BRICS kini memiliki sebelas anggota. Tujuannya memberi ragam pilihan kerja sama perekonomian. Indonesia masih mengkaji dan tidak ingin tergesa-gesa bergabung.
Oleh
LARASWATI ARIADNE ANWAR, NINA SUSILO
·5 menit baca
JAKARTA, KOMPAS - Dalam konferensi tingkat tinggi (KTT) ke-15, blok kerja sama Brasil, Rusia, India, China, dan Afrika Selatan atau BRICS menerima enam anggota baru. Keenam anggota baru itu adalah Arab Saudi, Uni Emirat Arab, Mesir, Iran, Argentina, dan Etiopia. Pengumuman tersebut disampaikan oleh Presiden Afsel Cyril Ramaphosa selaku tuan rumah KTT di Johannesburg, Kamis (24/8/2023). Indonesia masih mengkaji keanggotaan dalam BRICS.
Sebelum para anggota baru ini bergabung, BRICS mewakili 41 persen penduduk dunia, 24 persen pendapatan domestik global, dan 16 persen perdagangan dunia. Meskipun ”memiliki kekuatan” besar, BRICS menekankan mereka tidak berniat membentuk hegemon baru atau memperuncing persaingan geopolitik global. BRICS ingin memastikan adat keragaman pilihan kerja sama ekonomi dan pembangunan yang tidak harus mengacu pada standar negara-negara Barat.

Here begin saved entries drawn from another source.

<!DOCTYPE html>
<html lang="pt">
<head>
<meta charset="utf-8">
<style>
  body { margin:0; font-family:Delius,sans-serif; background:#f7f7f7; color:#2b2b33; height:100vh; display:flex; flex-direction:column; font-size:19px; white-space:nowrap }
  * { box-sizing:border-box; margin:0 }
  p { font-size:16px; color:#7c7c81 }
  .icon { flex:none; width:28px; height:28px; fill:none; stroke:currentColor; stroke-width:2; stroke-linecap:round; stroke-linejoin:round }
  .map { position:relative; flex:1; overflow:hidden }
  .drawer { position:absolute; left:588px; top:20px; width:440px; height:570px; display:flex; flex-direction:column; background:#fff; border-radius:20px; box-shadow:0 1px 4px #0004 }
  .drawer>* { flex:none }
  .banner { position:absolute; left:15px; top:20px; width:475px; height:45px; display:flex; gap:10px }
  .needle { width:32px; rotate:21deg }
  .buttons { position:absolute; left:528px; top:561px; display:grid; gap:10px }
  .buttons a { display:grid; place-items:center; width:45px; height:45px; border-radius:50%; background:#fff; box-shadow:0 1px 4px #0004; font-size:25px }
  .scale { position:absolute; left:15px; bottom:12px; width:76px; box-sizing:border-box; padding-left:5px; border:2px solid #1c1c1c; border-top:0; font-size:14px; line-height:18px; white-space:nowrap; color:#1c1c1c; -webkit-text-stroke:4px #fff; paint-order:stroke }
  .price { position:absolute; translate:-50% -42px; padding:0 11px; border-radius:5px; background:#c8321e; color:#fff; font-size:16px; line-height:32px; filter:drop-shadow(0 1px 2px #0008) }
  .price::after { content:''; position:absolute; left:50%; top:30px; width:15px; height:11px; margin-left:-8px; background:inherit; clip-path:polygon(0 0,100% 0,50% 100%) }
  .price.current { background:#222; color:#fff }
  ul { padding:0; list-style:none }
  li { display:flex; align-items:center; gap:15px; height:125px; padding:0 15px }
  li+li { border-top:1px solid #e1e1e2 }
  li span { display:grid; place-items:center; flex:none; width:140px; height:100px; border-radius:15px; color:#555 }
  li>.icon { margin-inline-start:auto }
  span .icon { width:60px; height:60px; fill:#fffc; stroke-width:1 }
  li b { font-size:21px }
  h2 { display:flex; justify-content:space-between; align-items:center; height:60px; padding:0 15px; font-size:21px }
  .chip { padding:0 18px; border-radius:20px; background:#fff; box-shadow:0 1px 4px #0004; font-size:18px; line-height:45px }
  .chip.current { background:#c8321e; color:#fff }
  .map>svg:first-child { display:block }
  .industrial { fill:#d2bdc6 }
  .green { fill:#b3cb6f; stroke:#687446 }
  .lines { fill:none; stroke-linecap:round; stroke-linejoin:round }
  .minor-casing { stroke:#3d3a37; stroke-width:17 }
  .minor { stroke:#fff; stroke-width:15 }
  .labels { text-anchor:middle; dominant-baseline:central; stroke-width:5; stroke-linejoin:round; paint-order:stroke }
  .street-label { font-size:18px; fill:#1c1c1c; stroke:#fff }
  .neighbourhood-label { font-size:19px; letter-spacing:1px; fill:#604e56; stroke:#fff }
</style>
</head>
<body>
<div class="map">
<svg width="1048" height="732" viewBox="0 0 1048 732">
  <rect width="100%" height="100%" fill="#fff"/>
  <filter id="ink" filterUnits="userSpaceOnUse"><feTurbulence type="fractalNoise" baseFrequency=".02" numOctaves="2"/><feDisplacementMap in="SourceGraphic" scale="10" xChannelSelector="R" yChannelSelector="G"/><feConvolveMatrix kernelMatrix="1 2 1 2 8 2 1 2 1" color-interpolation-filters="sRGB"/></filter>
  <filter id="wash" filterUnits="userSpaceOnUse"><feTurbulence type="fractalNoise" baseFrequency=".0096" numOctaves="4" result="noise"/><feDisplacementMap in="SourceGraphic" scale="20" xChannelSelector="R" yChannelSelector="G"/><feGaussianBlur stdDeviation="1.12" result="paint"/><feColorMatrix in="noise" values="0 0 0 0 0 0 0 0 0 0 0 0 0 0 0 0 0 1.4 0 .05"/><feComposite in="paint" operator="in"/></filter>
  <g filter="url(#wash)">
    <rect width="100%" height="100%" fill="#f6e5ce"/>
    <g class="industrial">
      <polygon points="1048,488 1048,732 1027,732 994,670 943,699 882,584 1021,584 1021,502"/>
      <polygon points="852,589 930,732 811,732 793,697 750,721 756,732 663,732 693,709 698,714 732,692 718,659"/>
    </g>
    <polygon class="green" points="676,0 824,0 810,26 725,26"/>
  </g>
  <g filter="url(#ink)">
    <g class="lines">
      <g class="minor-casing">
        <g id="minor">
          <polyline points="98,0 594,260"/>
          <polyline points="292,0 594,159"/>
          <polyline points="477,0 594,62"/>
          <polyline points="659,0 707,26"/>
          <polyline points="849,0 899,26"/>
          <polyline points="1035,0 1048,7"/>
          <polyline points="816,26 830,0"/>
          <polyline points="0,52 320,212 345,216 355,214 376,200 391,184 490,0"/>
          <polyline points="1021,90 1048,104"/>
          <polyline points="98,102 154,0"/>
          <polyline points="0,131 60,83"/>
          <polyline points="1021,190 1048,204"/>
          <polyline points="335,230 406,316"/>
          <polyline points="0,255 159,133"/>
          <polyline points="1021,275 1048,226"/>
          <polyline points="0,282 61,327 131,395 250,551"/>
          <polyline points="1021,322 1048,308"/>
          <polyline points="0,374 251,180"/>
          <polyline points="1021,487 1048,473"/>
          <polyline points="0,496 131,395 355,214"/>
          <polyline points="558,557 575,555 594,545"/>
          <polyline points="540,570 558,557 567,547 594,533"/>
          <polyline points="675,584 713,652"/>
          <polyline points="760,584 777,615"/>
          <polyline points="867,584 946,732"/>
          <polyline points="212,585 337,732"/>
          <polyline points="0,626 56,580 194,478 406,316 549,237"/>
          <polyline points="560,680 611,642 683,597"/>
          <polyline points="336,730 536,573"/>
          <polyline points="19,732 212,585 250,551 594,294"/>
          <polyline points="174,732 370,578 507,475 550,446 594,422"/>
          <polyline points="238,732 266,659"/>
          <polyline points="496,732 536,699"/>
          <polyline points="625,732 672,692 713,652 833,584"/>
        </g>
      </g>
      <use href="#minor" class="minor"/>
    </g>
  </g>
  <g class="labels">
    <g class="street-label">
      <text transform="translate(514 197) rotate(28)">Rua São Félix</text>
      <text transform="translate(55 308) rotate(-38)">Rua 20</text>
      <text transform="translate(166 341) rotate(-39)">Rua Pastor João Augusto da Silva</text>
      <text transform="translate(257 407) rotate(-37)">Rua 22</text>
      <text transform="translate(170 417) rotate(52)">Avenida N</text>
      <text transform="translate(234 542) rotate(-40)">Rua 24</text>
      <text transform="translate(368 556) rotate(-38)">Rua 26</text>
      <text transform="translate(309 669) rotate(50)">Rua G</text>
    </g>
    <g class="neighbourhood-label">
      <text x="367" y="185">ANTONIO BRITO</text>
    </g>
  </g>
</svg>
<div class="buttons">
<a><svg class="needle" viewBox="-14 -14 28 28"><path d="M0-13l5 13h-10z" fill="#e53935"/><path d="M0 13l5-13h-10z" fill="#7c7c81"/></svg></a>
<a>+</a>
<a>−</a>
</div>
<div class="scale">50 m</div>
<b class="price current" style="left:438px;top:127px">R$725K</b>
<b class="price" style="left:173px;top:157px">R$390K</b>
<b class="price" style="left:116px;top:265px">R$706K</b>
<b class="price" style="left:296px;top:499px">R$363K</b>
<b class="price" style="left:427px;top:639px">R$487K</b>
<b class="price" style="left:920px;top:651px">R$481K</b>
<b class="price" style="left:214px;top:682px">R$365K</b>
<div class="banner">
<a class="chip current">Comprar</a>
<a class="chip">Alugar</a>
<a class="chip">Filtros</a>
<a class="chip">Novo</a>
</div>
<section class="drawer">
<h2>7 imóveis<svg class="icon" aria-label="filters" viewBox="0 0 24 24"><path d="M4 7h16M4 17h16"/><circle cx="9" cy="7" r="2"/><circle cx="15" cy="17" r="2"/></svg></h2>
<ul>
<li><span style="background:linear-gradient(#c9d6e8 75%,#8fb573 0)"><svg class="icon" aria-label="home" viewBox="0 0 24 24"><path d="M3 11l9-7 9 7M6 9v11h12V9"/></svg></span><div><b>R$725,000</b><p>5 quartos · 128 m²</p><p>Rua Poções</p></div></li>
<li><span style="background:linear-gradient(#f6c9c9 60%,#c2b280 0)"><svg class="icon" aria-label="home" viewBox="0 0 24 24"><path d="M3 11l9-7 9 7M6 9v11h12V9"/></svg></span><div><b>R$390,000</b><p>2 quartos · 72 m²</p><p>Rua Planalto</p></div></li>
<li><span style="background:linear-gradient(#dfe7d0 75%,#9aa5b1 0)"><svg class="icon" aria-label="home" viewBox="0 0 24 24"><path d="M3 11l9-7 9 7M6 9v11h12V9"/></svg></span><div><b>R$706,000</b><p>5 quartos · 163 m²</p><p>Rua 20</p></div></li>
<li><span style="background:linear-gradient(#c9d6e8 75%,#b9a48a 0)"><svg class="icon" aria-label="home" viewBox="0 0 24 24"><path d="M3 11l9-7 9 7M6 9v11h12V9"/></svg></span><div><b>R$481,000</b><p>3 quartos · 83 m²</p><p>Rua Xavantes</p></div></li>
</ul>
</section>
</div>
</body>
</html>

KTT BRICS dihadiri secara langsung oleh Perdana Menteri India Narendra Modi, Presiden Brasil Luiz Ignacio Lula da Silva, Presiden China Xi Jinping, dan Menteri Luar Negeri Rusia Sergey Lavrov. Presiden Rusia Vladimir Putin mengikuti KTT melalui telekonferensi. Ia tidak bisa ke Afsel karena negara itu adalah anggota Mahkamah Pidana Internasional (ICC). Lembaga ini memvonis Putin sebagai penjahat perang menyusul serangan Rusia ke Ukraina. Apabila Putin menginjakkan kaki di negara anggota ICC, ia harus ditangkap.
Dilansir dari surat kabar Mail and Guardian, Ramaphosa mengatakan, ada 20 negara yang mengirim permohonan resmi untuk bergabung dengan BRICS, dan empat di antaranya dari Afrika. ”Para menlu akan berkoordinasi mengembangkan model kerja sama BRICS dan memantau calon-calon anggota yang potensial,” ujarnya.
Ramaphosa turut menekankan, BRICS tak berminat jadi kekuatan geopolitik baru yang menambah persaingan yang sudah ada. BRICS ingin berkiprah di sistem dunia yang multilateral. Tujuannya, memberi berbagai alternatif bagi negara-negara, terutama di belahan selatan dunia (global south), untuk meningkatkan perekonomian.
”Semangat dedolarisasi, misalnya, diperlukan untuk memperbaiki arsitektur keuangan dunia. Kita membutuhkan pilihan mata uang selain dollar AS untuk perdagangan agar tidak ada ketergantungan pada satu valuta saja,” katanya.
Salah satu contoh, dilansir oleh Bloomberg, ialah pengumuman Menteri Keuangan Argentina Fernando Haddad mengenai tawaran Brasil untuk menggunakan mata uang yuan China dalam perdagangan bilateral Buenos Aires-Brasilia. Pertimbangan Brasil ialah metode ini meringankan Argentina yang minim cadangan dollar AS. Argentina masih mempertimbangkan saran itu.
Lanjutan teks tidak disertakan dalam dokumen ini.